WORK INSTRUCTION => In the data that follows, count each line with the string "forest"; the reply is the number only.

INFORMATION SHOWN =>

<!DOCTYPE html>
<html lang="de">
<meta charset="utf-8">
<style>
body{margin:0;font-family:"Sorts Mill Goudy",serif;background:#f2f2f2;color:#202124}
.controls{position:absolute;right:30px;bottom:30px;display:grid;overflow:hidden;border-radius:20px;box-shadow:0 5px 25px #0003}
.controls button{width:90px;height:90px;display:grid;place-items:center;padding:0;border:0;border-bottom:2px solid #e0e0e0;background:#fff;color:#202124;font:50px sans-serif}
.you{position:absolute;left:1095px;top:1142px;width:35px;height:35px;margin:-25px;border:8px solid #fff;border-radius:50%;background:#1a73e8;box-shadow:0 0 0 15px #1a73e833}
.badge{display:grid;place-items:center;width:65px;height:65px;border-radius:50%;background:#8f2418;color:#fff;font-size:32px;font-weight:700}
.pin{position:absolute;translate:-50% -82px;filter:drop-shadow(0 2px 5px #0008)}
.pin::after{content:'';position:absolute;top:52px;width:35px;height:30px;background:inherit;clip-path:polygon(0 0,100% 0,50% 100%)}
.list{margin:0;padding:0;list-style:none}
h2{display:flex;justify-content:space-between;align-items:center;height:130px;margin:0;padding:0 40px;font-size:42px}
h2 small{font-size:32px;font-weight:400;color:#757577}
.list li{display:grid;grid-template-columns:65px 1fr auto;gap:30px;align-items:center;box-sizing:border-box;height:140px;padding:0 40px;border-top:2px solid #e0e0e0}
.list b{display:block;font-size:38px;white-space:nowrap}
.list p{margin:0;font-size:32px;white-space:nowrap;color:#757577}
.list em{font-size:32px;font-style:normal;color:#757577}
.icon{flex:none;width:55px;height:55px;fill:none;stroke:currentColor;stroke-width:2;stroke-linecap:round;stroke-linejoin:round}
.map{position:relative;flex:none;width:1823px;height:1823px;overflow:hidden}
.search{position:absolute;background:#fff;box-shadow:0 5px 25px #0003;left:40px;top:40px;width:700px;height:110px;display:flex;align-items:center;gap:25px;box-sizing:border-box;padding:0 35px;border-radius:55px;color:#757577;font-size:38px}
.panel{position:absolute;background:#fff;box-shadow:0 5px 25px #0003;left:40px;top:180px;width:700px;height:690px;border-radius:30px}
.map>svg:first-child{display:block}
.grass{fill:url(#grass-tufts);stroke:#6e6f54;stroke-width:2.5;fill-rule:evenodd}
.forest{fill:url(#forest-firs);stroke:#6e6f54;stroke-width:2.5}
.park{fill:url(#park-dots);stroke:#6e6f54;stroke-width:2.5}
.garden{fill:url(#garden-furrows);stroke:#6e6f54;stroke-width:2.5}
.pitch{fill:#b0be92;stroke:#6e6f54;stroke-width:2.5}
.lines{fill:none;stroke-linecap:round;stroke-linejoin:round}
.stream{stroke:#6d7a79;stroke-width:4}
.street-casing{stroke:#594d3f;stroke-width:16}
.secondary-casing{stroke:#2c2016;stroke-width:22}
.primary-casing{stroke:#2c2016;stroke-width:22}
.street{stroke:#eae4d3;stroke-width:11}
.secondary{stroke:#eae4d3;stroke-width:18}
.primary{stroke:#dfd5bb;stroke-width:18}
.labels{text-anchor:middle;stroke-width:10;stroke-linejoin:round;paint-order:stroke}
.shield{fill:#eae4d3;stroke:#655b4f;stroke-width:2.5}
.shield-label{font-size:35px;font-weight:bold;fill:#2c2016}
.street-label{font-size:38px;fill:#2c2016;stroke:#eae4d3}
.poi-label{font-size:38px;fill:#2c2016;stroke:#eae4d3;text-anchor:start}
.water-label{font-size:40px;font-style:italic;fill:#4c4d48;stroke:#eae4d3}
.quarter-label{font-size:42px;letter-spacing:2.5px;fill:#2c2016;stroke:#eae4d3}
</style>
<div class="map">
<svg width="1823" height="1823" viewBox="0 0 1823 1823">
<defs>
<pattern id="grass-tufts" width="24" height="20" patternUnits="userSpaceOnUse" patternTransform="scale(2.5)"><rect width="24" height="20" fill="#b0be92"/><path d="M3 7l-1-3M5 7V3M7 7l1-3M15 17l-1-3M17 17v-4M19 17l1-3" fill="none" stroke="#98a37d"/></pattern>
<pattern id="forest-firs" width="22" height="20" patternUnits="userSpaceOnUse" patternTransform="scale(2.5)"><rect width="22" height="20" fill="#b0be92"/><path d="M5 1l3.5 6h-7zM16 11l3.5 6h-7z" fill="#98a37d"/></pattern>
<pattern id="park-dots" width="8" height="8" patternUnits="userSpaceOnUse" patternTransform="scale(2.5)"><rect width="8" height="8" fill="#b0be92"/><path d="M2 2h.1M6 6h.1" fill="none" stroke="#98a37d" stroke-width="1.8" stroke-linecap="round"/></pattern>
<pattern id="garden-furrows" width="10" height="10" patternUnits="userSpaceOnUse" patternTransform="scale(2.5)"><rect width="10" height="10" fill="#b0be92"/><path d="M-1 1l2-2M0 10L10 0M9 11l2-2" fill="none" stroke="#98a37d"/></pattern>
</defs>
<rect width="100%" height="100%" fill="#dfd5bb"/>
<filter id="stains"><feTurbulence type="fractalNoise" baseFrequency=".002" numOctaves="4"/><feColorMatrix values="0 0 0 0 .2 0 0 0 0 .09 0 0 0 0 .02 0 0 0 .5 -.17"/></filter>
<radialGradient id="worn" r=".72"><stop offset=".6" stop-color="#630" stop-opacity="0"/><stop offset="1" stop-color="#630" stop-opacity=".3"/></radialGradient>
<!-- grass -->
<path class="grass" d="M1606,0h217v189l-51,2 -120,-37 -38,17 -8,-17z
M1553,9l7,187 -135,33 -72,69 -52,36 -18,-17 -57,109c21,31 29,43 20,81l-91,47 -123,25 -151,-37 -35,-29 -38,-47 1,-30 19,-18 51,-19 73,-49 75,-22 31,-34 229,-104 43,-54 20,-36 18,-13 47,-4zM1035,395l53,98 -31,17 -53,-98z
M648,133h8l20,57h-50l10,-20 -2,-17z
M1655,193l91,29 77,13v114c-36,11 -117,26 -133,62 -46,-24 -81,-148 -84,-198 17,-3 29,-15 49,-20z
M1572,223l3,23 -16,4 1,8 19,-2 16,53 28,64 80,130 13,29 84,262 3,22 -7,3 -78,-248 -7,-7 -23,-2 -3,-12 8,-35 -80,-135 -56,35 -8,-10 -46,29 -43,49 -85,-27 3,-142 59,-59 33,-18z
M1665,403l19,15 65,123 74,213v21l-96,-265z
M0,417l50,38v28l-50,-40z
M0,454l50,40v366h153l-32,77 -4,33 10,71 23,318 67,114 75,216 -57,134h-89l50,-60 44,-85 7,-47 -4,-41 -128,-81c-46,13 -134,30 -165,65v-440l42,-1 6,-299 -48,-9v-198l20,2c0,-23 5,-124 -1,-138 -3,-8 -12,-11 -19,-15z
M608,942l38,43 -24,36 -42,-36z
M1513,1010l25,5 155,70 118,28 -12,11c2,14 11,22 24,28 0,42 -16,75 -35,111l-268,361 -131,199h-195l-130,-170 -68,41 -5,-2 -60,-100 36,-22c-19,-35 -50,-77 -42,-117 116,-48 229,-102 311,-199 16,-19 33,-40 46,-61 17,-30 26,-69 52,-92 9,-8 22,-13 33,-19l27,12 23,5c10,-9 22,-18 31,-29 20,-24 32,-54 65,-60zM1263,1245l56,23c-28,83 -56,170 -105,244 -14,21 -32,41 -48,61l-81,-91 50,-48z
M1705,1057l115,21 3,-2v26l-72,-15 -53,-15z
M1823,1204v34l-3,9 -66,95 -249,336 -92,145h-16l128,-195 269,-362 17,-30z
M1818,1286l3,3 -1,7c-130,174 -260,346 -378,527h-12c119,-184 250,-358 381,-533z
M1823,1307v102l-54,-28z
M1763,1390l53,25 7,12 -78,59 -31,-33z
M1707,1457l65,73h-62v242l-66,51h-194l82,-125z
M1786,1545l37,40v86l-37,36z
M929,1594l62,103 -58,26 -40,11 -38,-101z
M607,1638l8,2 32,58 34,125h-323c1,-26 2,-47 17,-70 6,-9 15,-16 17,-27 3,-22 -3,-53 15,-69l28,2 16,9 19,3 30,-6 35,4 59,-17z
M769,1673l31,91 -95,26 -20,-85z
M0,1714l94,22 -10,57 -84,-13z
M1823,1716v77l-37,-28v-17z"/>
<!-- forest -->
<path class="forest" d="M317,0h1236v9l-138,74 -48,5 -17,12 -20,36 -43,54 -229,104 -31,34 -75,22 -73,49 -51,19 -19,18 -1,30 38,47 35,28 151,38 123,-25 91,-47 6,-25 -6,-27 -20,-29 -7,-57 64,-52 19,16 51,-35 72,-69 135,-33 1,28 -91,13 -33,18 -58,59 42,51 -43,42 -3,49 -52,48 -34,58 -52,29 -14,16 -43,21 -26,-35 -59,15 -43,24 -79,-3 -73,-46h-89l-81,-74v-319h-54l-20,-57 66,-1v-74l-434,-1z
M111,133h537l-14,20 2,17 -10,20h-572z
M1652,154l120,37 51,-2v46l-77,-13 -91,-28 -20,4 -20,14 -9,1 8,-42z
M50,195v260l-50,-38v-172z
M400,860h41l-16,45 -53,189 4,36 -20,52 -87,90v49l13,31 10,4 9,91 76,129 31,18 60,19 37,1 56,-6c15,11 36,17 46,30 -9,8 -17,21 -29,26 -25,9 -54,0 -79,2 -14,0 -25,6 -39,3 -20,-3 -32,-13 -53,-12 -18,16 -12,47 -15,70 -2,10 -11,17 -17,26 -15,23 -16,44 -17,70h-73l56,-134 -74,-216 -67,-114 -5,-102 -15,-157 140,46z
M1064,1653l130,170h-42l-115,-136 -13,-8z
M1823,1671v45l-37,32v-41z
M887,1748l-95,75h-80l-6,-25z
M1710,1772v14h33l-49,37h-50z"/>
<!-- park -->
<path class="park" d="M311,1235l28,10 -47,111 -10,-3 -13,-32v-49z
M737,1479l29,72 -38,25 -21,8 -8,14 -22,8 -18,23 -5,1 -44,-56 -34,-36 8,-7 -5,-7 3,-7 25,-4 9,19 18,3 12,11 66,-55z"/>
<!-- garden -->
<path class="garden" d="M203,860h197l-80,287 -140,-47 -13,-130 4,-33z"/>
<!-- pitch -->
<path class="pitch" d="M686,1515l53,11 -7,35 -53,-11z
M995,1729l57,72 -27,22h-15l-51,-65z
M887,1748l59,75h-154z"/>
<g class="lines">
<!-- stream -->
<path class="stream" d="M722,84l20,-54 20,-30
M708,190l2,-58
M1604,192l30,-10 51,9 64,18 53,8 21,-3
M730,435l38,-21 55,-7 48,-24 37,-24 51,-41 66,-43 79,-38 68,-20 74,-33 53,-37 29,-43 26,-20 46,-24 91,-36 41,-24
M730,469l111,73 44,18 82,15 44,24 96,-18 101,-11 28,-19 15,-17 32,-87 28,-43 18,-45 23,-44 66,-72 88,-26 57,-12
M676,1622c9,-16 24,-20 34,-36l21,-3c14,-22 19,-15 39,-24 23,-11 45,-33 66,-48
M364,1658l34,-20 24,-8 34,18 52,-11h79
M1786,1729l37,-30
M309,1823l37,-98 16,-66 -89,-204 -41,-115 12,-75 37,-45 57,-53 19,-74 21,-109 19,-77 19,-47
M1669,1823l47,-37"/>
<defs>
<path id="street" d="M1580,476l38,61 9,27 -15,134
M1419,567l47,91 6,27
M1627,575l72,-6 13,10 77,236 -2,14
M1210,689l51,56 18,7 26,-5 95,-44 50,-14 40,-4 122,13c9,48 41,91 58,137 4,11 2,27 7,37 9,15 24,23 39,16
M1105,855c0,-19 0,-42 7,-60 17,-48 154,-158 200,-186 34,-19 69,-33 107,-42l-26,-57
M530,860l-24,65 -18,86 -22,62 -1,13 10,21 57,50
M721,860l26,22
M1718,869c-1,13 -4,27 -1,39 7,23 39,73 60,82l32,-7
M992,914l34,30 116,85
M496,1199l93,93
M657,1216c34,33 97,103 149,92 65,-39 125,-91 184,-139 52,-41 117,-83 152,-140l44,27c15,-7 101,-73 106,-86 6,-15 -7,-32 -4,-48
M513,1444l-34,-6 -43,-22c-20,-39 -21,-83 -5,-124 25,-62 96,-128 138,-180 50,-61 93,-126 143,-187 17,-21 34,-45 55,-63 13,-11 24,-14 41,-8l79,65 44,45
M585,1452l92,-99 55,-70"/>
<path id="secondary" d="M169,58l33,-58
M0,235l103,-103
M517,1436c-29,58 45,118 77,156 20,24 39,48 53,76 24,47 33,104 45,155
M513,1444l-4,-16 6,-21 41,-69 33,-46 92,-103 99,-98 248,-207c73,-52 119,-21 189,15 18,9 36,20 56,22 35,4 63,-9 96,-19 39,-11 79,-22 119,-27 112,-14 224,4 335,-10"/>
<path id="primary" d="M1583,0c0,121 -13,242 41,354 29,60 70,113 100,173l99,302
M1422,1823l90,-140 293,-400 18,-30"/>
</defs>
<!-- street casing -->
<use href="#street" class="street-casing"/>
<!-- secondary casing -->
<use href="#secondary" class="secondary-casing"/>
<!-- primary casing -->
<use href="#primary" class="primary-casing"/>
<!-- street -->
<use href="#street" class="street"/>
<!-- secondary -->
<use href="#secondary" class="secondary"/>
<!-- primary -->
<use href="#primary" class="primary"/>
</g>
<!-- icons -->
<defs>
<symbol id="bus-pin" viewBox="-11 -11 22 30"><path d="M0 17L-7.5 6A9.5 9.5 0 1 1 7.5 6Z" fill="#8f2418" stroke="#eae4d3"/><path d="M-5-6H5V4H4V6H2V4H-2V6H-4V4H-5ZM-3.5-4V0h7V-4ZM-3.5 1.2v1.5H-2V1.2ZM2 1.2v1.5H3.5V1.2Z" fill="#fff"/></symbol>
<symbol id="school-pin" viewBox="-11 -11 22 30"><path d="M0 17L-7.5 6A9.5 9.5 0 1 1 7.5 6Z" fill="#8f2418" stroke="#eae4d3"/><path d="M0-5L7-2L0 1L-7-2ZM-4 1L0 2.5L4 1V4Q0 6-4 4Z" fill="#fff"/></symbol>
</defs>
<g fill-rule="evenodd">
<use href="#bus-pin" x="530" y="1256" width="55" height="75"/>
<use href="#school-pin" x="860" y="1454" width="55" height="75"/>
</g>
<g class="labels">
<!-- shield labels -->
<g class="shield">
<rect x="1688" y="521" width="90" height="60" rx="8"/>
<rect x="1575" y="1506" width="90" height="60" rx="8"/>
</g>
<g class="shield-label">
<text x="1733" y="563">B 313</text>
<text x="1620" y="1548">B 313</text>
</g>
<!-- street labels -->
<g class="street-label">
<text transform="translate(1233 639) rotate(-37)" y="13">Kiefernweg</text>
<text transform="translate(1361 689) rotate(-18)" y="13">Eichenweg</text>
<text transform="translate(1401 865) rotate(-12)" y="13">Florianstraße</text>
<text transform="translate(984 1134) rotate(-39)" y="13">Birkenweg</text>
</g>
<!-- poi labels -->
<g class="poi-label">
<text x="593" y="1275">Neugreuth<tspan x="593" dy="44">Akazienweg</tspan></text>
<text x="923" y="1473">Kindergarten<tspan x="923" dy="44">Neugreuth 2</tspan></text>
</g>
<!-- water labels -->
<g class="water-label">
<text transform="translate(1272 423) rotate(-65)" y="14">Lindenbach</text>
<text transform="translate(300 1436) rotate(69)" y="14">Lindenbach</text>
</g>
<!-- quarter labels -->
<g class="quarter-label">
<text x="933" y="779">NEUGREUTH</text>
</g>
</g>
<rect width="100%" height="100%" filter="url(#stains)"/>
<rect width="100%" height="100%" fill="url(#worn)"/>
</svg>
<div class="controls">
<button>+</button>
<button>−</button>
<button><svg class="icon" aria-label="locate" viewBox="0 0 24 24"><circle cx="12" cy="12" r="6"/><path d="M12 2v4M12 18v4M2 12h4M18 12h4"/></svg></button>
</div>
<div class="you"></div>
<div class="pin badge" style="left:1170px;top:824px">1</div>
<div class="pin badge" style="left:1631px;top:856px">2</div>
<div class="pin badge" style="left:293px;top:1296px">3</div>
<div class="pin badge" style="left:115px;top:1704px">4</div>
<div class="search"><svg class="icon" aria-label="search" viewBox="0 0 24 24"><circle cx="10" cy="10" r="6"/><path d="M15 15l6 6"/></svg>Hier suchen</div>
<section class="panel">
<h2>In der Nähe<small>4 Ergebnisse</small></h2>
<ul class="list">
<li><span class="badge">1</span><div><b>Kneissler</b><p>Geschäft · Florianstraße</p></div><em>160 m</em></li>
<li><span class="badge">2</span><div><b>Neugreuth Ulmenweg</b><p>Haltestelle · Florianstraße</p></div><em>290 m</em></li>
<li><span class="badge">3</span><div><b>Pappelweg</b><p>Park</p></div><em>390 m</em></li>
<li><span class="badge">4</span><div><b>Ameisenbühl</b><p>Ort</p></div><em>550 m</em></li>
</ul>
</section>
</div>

ANSWER SECTION => 4